Well, railroads try to make things flexible when they can. And make do with what they have when they have to. Here is a simulated session from from the same Industrial park as in my staging example (Minnesota shortland Progressive Rail in Airlake Industrial Park in Lakeville, MN, ca 2001).

Quoting from an old post of mine from another forum:

"Now, when they get back to the Industrial park, the park has a mainline running from west (towards the interchange with CP) to east (dead end at far end of industrial park).
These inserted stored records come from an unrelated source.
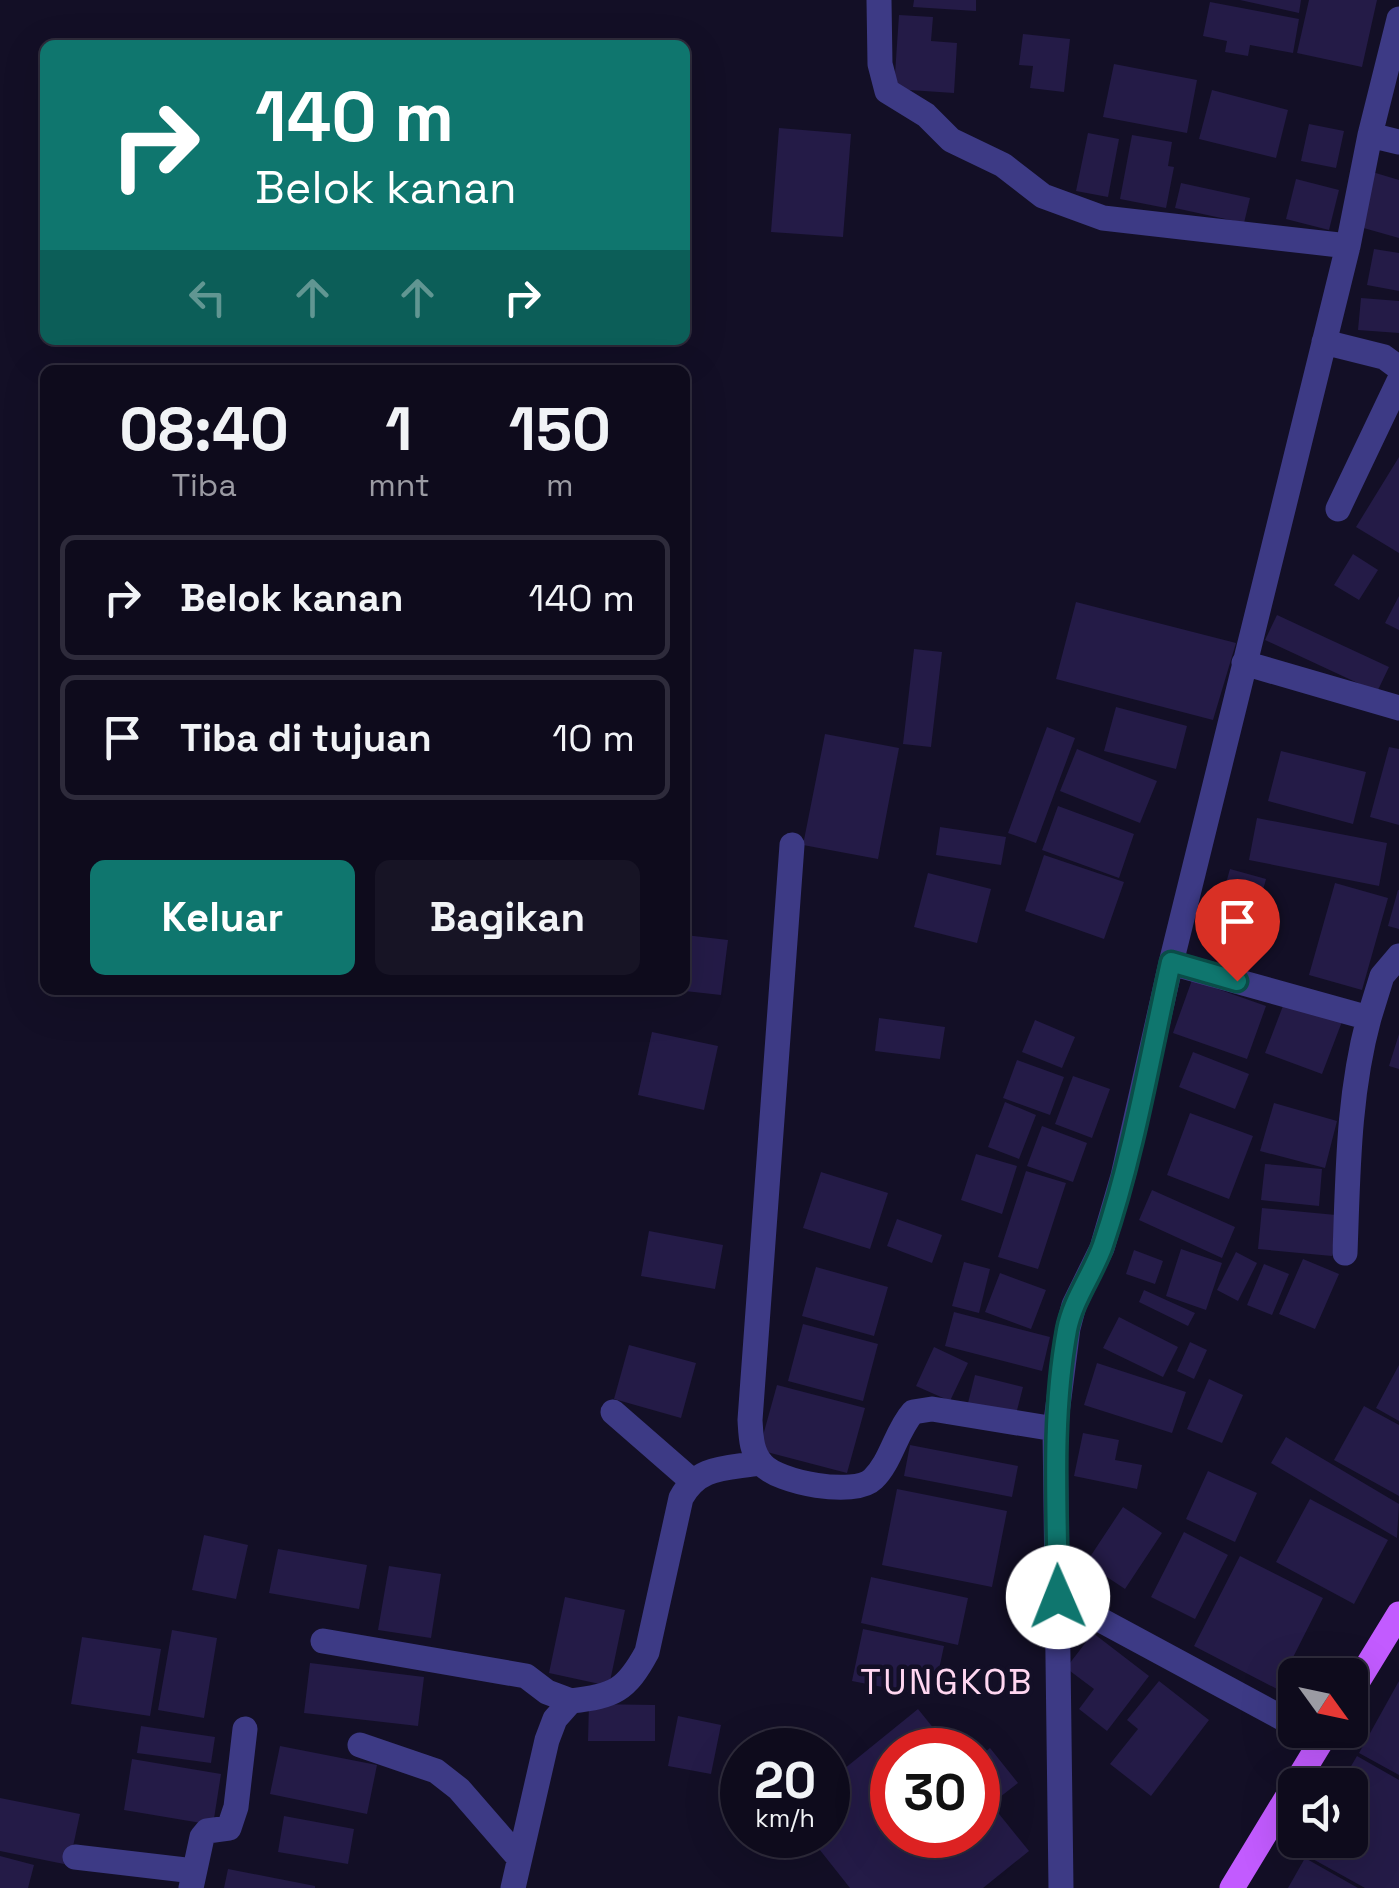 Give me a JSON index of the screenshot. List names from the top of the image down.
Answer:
{
  "districts": ["TUNGKOB"],
  "north": "bottom right",
  "page": {
    "turn": ["140 m", "Belok kanan"],
    "eta": [
      "08:40",
      "Tiba",
      "1",
      "mnt",
      "150",
      "m"
    ],
    "list": [
      {
        "name": "Belok kanan",
        "value": "140 m"
      },
      {
        "name": "Tiba di tujuan",
        "value": "10 m"
      }
    ],
    "buttons": ["Keluar", "Bagikan"],
    "speed": "20 km/h",
    "limit": "30"
  }
}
No runarounds, and plenty of both facing and trailing spurs.

How does Progressive Rail handle both facing and trailing moves without any double ended sidings or runarounds ? They do it in an interesting way - using two switchers, having the crews move back and forth between the two switchers during the day.

Here is a series of images showing how they break down an arriving train and start delivering the cars to industries:

Arriving cut from interchange is pulled into park by the east end switcher:
[Image: step01.jpg]

About a third of the cut is pushed into a convenient trailing spur:
[Image: step02.jpg]

The rest of the cars are then pulled as far into the park as possible by the eastern switcher, which gets trapped at the end of the layout:
[Image: step03.jpg]

The other crewmember (both crewmembers are qualified as both engineers and conductors) starts up the west end switcher, which has been waiting in some convenient industrial spur to let the eastend switcher pull the inbound cars past its spur.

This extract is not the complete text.